The Don Davis Collection
27 April 2013
1991 Ferrari Testarossa
Sold for $104,500
- Chassis no. ZFFSG17AXM0087423
- Excellent example of Ferrari’s legendary supercar
- Two owners and 10,000 miles since new
- Fully documented with original tool kit
The most iconic automobile of the 1980s was, perhaps, the Ferrari Testarossa, star of many a growing boy’s bedroom wall. Testarossa means “redhead,” a nod to the color of the cylinder heads on the original, race-dominating Ferrari 250 TR of the 1950s. Honoring that model’s heritage, Ferrari bestowed the nickname on the new coupe that was introduced at the Paris Auto Show of 1984. Successor to the Berlinetta Boxer, the mid-engined 12-cylinder model featured added horsepower, with 48 valves for better breathing and an improved clutch to help deliver all that power to the rear wheels.
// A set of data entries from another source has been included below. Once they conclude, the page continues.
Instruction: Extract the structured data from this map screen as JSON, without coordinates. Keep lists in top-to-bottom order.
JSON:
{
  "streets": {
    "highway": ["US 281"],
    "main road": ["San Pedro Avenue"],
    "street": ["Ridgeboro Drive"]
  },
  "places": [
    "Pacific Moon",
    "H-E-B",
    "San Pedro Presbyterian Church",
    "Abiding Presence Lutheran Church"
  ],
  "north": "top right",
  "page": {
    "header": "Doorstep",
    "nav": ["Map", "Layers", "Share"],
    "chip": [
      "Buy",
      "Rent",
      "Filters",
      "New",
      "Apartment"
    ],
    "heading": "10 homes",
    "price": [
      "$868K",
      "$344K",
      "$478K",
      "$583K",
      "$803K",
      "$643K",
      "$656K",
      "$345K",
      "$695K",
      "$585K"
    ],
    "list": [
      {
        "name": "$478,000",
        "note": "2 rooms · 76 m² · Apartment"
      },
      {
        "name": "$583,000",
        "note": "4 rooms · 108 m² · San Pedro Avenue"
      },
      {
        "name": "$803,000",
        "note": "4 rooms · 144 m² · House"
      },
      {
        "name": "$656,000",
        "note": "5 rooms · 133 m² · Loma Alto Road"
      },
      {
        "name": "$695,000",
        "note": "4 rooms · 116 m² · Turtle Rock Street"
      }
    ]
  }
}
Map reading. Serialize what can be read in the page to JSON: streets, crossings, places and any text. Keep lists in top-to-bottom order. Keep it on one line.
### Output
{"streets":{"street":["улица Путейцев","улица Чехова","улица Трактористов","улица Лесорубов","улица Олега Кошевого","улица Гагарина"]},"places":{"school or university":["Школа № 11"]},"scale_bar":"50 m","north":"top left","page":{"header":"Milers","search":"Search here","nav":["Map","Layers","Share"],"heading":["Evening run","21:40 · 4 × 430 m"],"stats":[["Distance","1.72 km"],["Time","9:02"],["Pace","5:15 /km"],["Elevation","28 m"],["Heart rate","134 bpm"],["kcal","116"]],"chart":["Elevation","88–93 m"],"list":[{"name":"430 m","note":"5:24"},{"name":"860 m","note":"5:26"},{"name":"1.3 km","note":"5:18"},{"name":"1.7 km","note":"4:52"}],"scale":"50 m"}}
Rear-mounted radiators allowed for increased cooling, more luggage space in front, and the Testarossa’s signature “strakes” along its flanks, which helped draw air into the radiators’ intakes.
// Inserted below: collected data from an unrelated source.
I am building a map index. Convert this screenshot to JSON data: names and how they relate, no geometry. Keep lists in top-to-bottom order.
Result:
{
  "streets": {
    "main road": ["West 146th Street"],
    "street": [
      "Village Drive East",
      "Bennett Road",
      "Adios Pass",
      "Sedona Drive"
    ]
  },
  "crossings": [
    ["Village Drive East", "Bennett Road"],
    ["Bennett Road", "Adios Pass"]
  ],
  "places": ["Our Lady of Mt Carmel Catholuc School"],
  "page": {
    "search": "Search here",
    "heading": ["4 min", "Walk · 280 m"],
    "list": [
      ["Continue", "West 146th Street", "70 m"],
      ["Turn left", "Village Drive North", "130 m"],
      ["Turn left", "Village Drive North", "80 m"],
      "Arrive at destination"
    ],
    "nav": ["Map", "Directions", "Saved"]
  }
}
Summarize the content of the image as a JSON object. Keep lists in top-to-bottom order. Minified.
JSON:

Top speed was nearly 180 mph, and acceleration to 60 mph took a little over five seconds. Those are not figures to sneeze at today. In the 1980s, when the performance of most automobiles was best described as “wheezy,” they were unheard-of, and it was that otherworldly power that made the Testarossa a legend in its own time. Appearing on Miami Vice didn’t hurt either.
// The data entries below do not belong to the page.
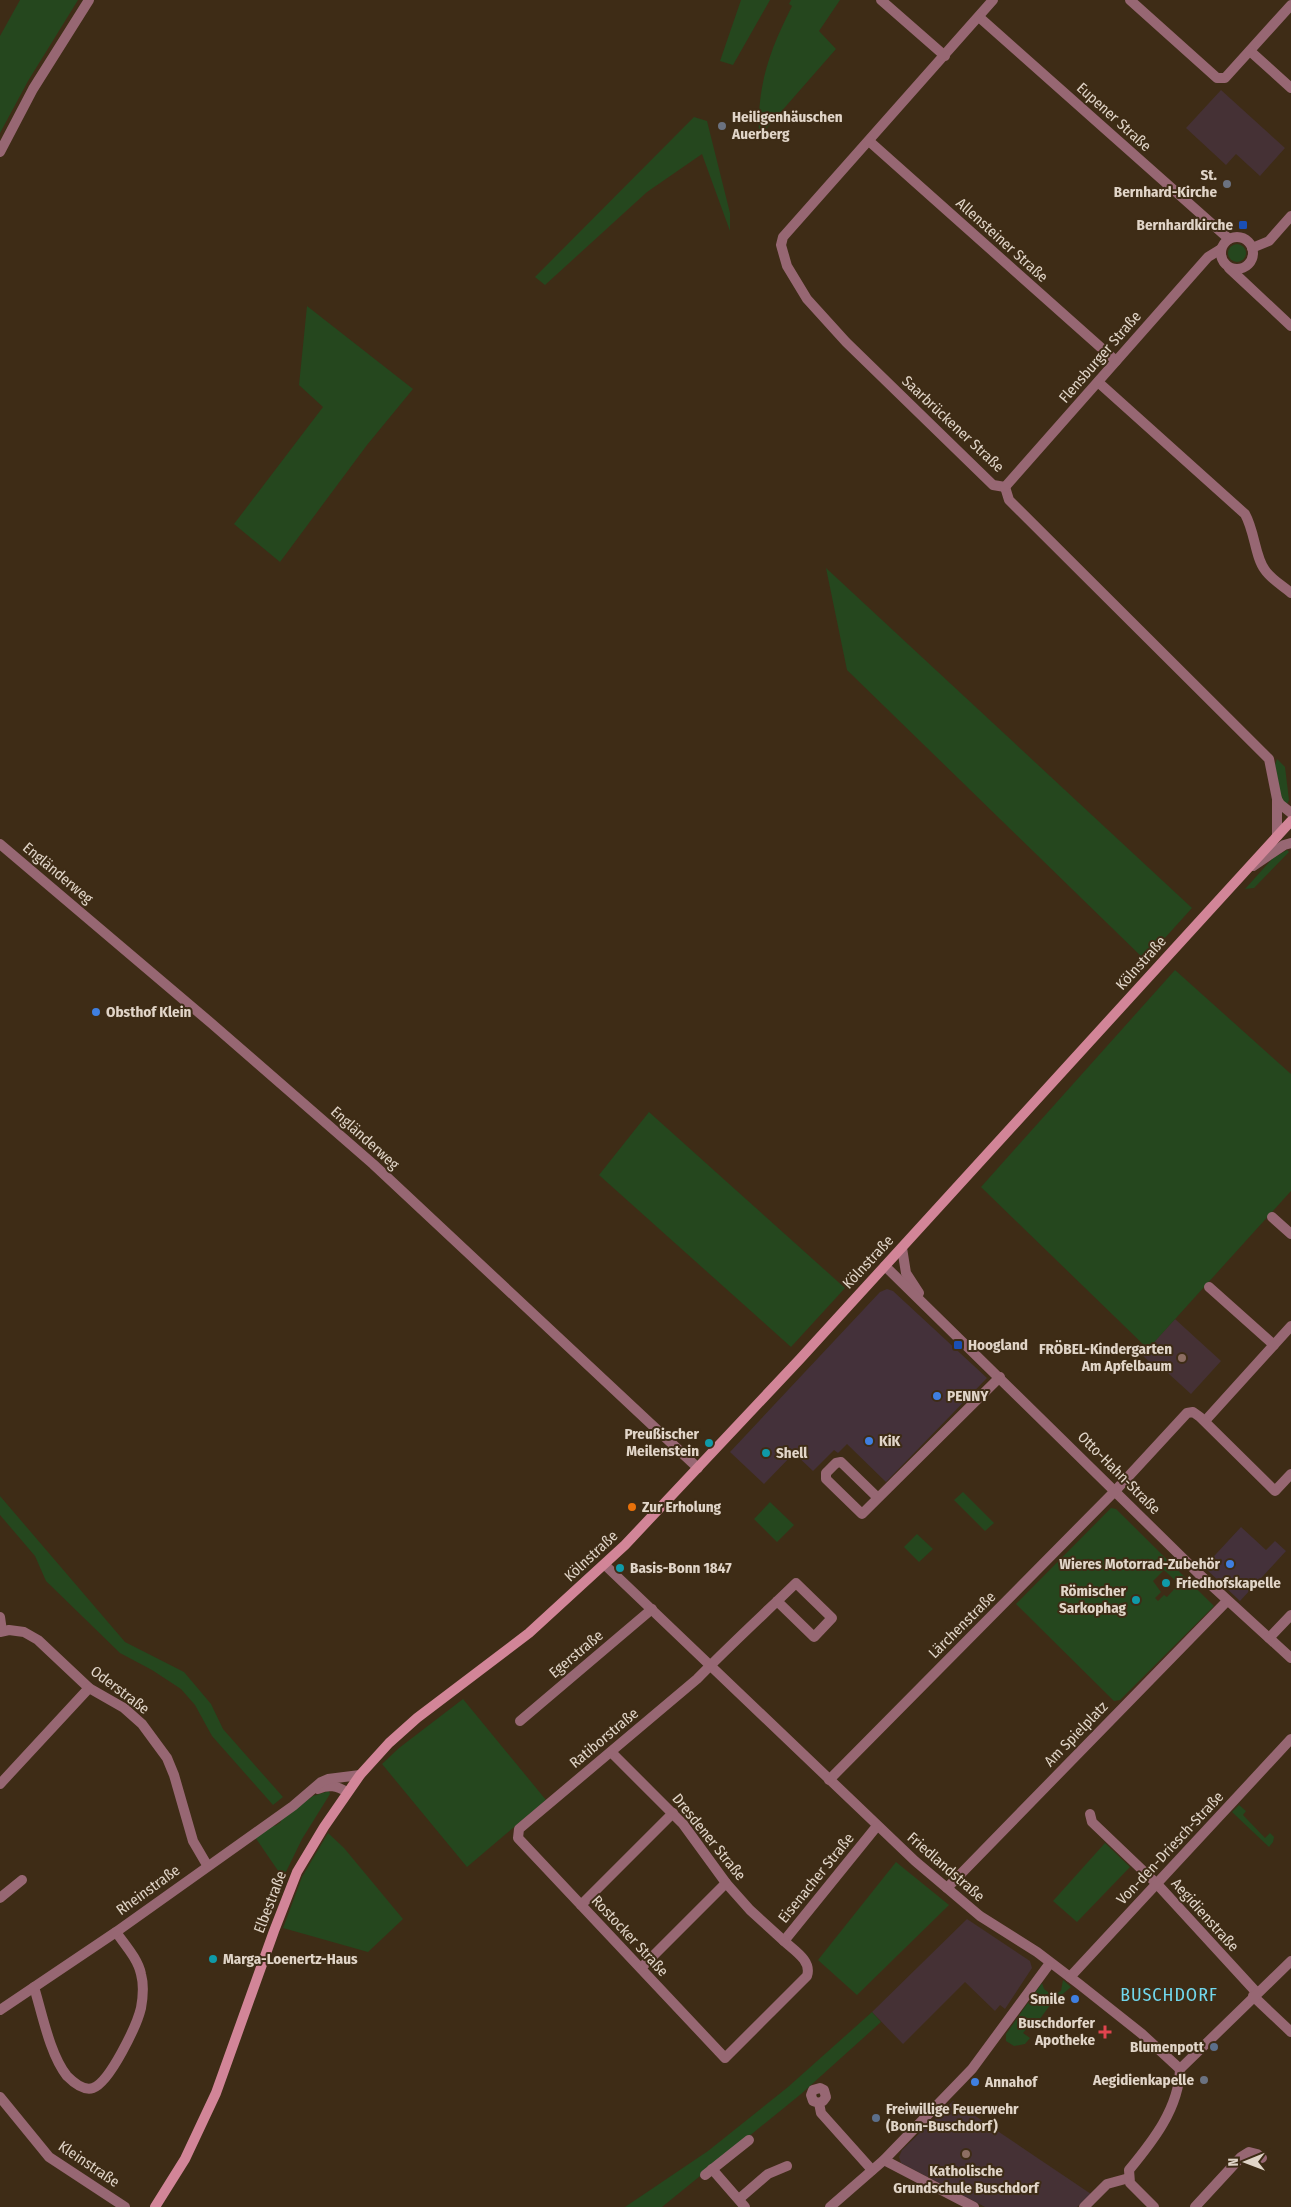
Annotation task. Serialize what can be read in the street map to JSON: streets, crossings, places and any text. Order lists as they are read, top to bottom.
{
  "streets": {
    "main road": ["Kölnstraße", "Elbestraße"],
    "street": [
      "Eupener Straße",
      "Allensteiner Straße",
      "Flensburger Straße",
      "Saarbrückener Straße",
      "Engländerweg",
      "Otto-Hahn-Straße",
      "Lärchenstraße",
      "Egerstraße",
      "Oderstraße",
      "Am Spielplatz",
      "Ratiborstraße",
      "Dresdener Straße",
      "Von-den-Driesch-Straße",
      "Friedlandstraße",
      "Eisenacher Straße",
      "Rheinstraße",
      "Aegidienstraße",
      "Rostocker Straße",
      "Kleinstraße"
    ]
  },
  "crossings": [
    ["Eupener Straße", "Flensburger Straße"],
    ["Eupener Straße", "Saarbrückener Straße"],
    ["Allensteiner Straße", "Flensburger Straße"],
    ["Allensteiner Straße", "Saarbrückener Straße"],
    ["Flensburger Straße", "Saarbrückener Straße"],
    ["Saarbrückener Straße", "Kölnstraße"],
    ["Engländerweg", "Kölnstraße"],
    ["Kölnstraße", "Otto-Hahn-Straße"],
    ["Kölnstraße", "Friedlandstraße"],
    ["Kölnstraße", "Elbestraße"],
    ["Otto-Hahn-Straße", "Lärchenstraße"],
    ["Otto-Hahn-Straße", "Am Spielplatz"],
    ["Lärchenstraße", "Friedlandstraße"],
    ["Egerstraße", "Friedlandstraße"],
    ["Oderstraße", "Rheinstraße"],
    ["Am Spielplatz", "Friedlandstraße"],
    ["Ratiborstraße", "Dresdener Straße"],
    ["Ratiborstraße", "Friedlandstraße"],
    ["Ratiborstraße", "Rostocker Straße"],
    ["Dresdener Straße", "Eisenacher Straße"],
    ["Von-den-Driesch-Straße", "Friedlandstraße"],
    ["Von-den-Driesch-Straße", "Aegidienstraße"],
    ["Friedlandstraße", "Eisenacher Straße"],
    ["Eisenacher Straße", "Rostocker Straße"],
    ["Rheinstraße", "Elbestraße"]
  ],
  "districts": ["BUSCHDORF"],
  "places": {
    "other": [
      "Heiligenhäuschen Auerberg",
      "St. Bernhard-Kirche",
      "Obsthof Klein",
      "FRÖBEL-Kindergarten Am Apfelbaum",
      "PENNY",
      "KiK",
      "Preußischer Meilenstein",
      "Shell",
      "Zur Erholung",
      "Wieres Motorrad-Zubehör",
      "Basis-Bonn 1847",
      "Friedhofskapelle",
      "Römischer Sarkophag",
      "Marga-Loenertz-Haus",
      "Smile",
      "Blumenpott",
      "Aegidienkapelle",
      "Annahof",
      "Freiwillige Feuerwehr (Bonn-Buschdorf)",
      "Katholische Grundschule Buschdorf"
    ],
    "transit": ["Bernhardkirche", "Hoogland"],
    "health": ["Buschdorfer Apotheke"]
  },
  "north": "left"
}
Don Davis’ “Bianco” Testarossa is a late model from 1991, the final year of the original Testarossa specification. Outfitted identically to the Miami Vice star car, it was originally delivered through Wide World of Cars in Spring Valley, New York, with all the expected amenities, including air conditioning, tan Connolly leather upholstery, electric windows, tinted glass, electric locks, and a stereo system. Original ownership paperwork documenting the car’s history since new, including the original window sticker and invoices, accompanies the car. With only two owners and 10,000 miles since new, the Testarossa has been extremely well-maintained, and overall, it presents as a one-year-old, gently used car, which, considering it is 22 years old, is quite impressive. Most importantly, however, this example also received the complete and “major” Ferrari dealer service in January 2012, with all documents and receipts accompanying the car in its sale.
The Testarossa was the ultimate status symbol in a decade that obsessed upon them, and like most things that were the best in the world in their day, it has aged exceptionally well. Today, the “Redhead” still looks great, and gearheads all over the world still want one. This is a world-class example, still good as new.